Authors: Larry Watson
Three
W
E had planned, of course, to attend Marie’s funeral, but when my father asked Mrs. Little Soldier about when and where it would be, he was told that Marie would not be buried in Montana. Her family was coming from North Dakota and they would take Marie and her mother back to their home in North Dakota. When my father told my mother about this conversation, he said, “I tried to tell Mrs. Little Soldier that this was Marie’s home also and that we thought of her as a member of the family, but she didn’t want to hear. She wants to get out of Montana as quickly as possible.”
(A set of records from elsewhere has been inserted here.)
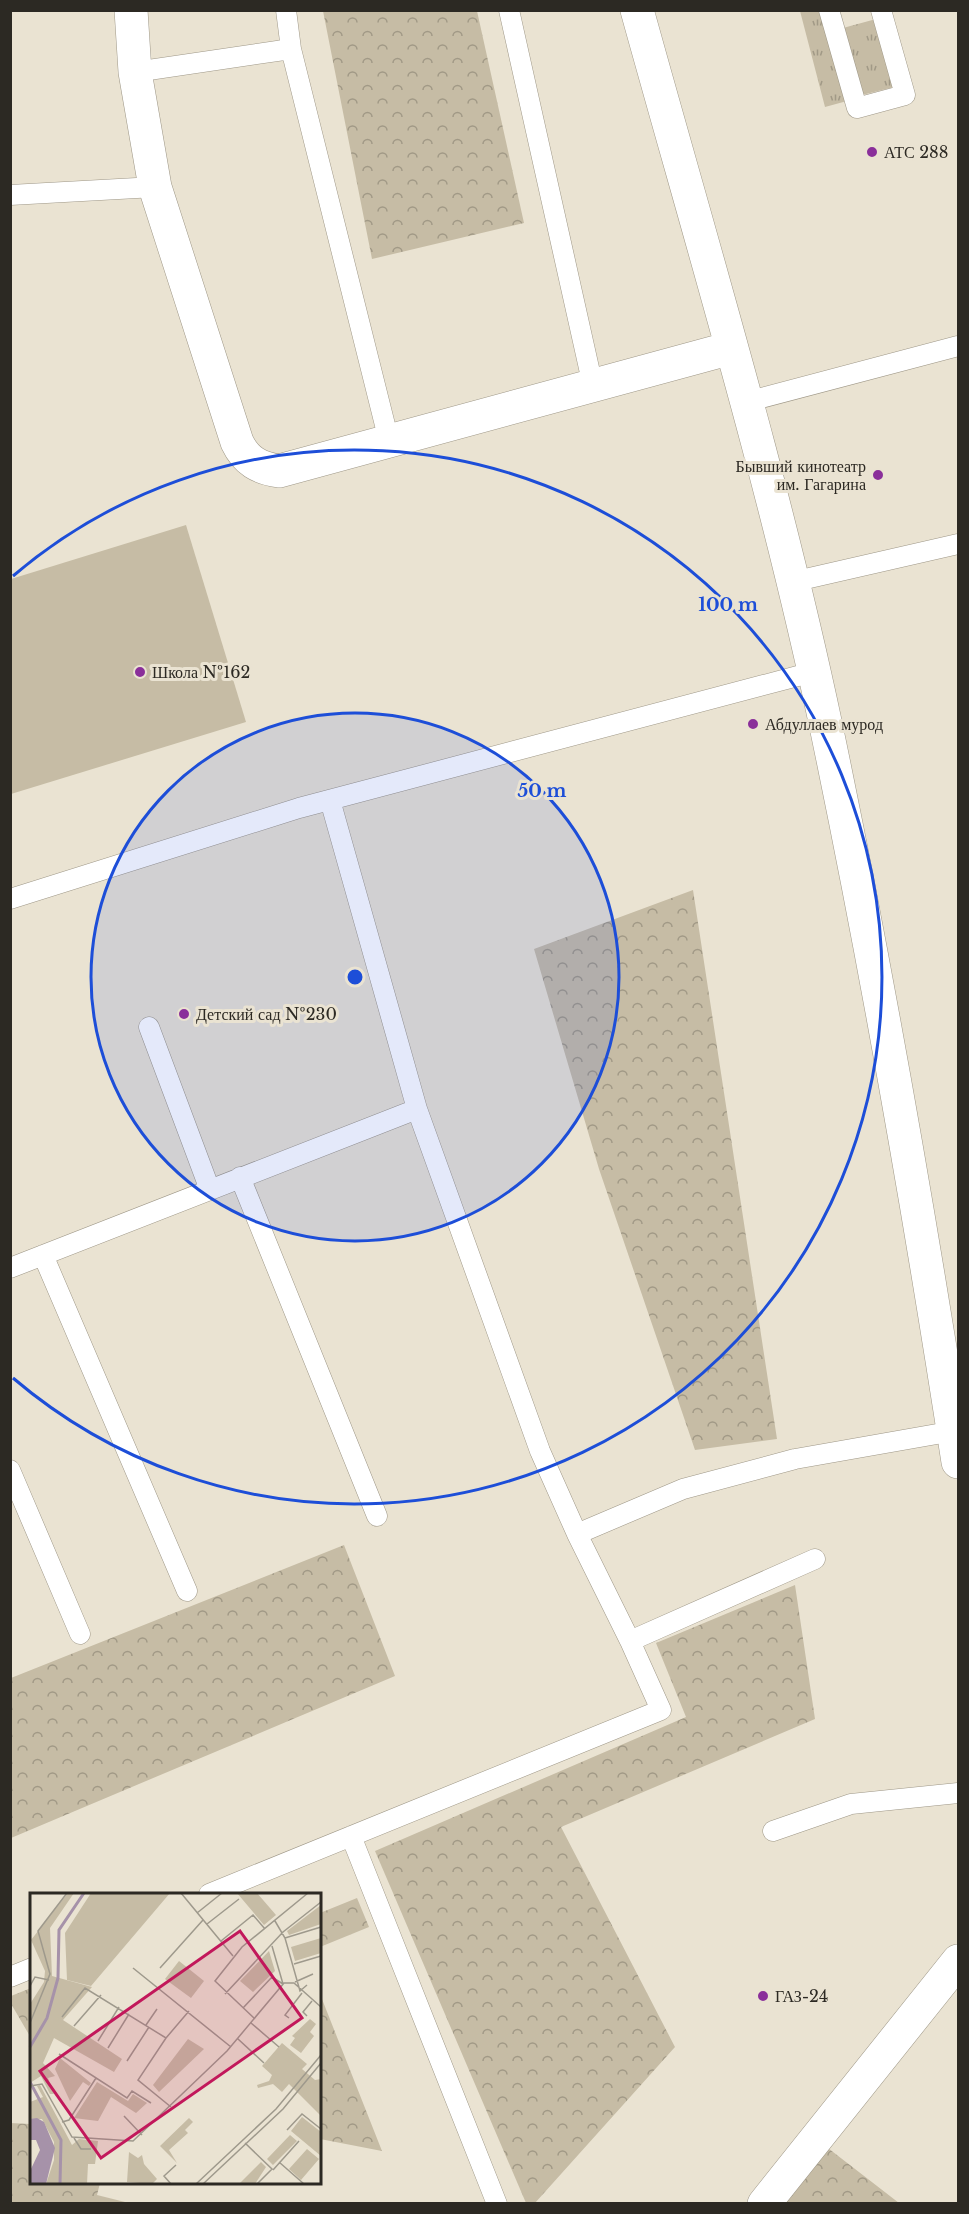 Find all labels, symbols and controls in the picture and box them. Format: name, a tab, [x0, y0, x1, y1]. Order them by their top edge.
place label: АТС 288	[884, 142, 948, 162]
marker: АТС 288	[865, 145, 879, 159]
place label: Бывший кинотеатр им. Гагарина	[736, 456, 866, 494]
marker: Бывший кинотеатр им. Гагарина	[871, 468, 885, 482]
text: 100 m	[698, 594, 758, 616]
place label: Школа №162	[152, 662, 250, 682]
marker: Школа №162	[133, 665, 147, 679]
place label: Абдуллаев мурод	[765, 714, 883, 734]
marker: Абдуллаев мурод	[746, 717, 760, 731]
text: 50 m	[518, 780, 567, 802]
centre of rings	[345, 967, 365, 987]
place label: Детский сад №230	[196, 1004, 337, 1024]
marker: Детский сад №230	[177, 1007, 191, 1021]
inset map	[30, 1893, 321, 2184]
place label: ГАЗ-24	[775, 1986, 828, 2006]
marker: ГАЗ-24	[756, 1989, 770, 2003]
My mother nodded knowingly. “Try to find out where we can send flowers. It’s the least we can do. And we have to do something.”
Quietly my father replied, “I am doing something, Gail. You know that.”
I knew what he meant. In the days right after Marie’s death my father was working all the time. He left early in the morning, and he did not return until late at night. When he was home, he was on the phone. (He left his office a few times to come home and use the telephone; there were some matters he didn’t want to discuss in his office.)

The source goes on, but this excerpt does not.